White House Conference on hunger and nutrition to be livestreamed locally
A “watch party” has been set up in Gwynn Oak to view the potentially historic White House Conference on Hunger, Nutrition and Health
Above: Bmore Community Food director J.C. Faulk stands besides boxes of food and household necessities distributed during the Covid pandemic. (Timothy Dashiell)
Three activist groups are hosting a free in-person “watch party” tomorrow (Wednesday, 9/28) at the Liberty Village Project, 3901 Maine Avenue, to observe in real time the White House Conference on Hunger, Nutrition and Health.
The first (and until now only) White House conference on hunger and health was held in 1969 and led to the creation of WIC (the special supplemental nutrition program for low-income families), school lunches and nutritional information on food labels.
Tomorrow’s conference, hosted by President Joe Biden and featuring World Central Kitchen founder José Andrés, aims to end hunger by 2030 and reduce diet-related diseases, such as obesity, diabetes and hypertension, that have become leading causes of death among Americans.
Part of the White House strategy is to provide a platform for groups to form satellite events in their own communities, according to Kim Trueheart, director of Liberty Village Project, who has arranged to livestream the event with BMoreAg and Baltimore Gift Economy.
The watch party will start at 9:30 a.m. and will include a light breakfast and lunch. For the most part, activists will focus on debating and developing strategies to close the gap in health outcomes among marginalized communities, according to Baltimore Gift Economy co-founder Ulysses Archie Jr.
“From homelessness to food apartheid, our children are kept from achieving quality of life and optimal health,” he said in a written release.

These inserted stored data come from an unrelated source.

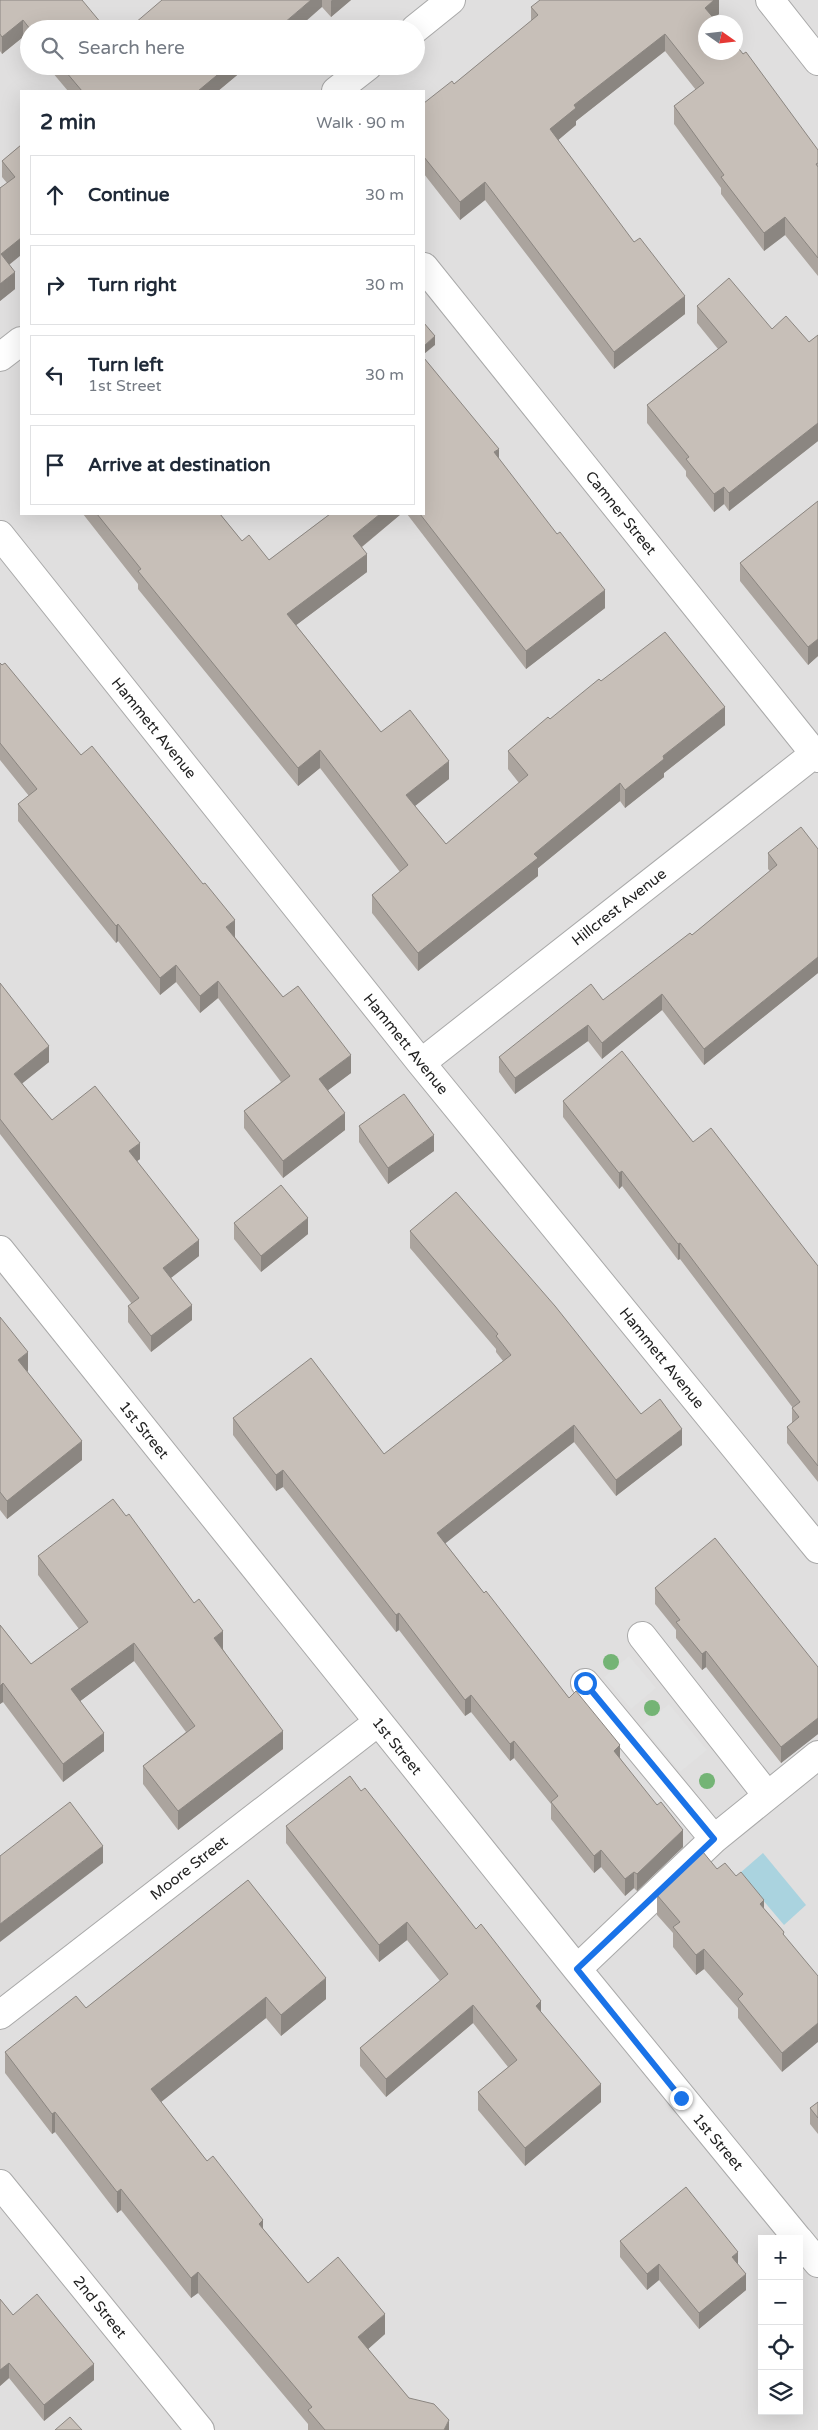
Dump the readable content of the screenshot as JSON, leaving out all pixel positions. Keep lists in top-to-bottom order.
{
  "streets": {
    "street": [
      "Camner Street",
      "Hammett Avenue",
      "Hillcrest Avenue",
      "1st Street",
      "Moore Street",
      "2nd Street"
    ]
  },
  "crossings": [
    ["Camner Street", "Hillcrest Avenue"],
    ["Hammett Avenue", "Hillcrest Avenue"],
    ["1st Street", "Moore Street"]
  ],
  "north": "right",
  "page": {
    "search": "Search here",
    "heading": ["2 min", "Walk · 90 m"],
    "list": [
      ["Continue", "30 m"],
      ["Turn right", "30 m"],
      ["Turn left", "1st Street", "30 m"],
      "Arrive at destination"
    ],
    "map_buttons": ["+", "−"]
  }
}
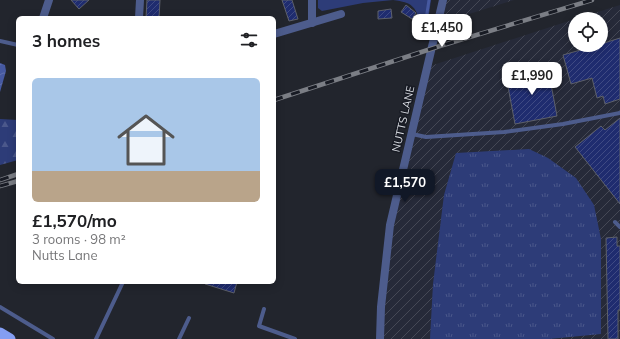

Biden is expected tomorrow to unveil a series of executive actions, including directives for the Food and Drug Administration to roll out new nutrition guidelines, and will challenge private and philanthropic groups to address the social determinants of health and hunger.
Several key sections of the president’s plan rests on Congress to pass legislation, including efforts to expand the number of children who can receive free school meals, the subject of an extended political fight.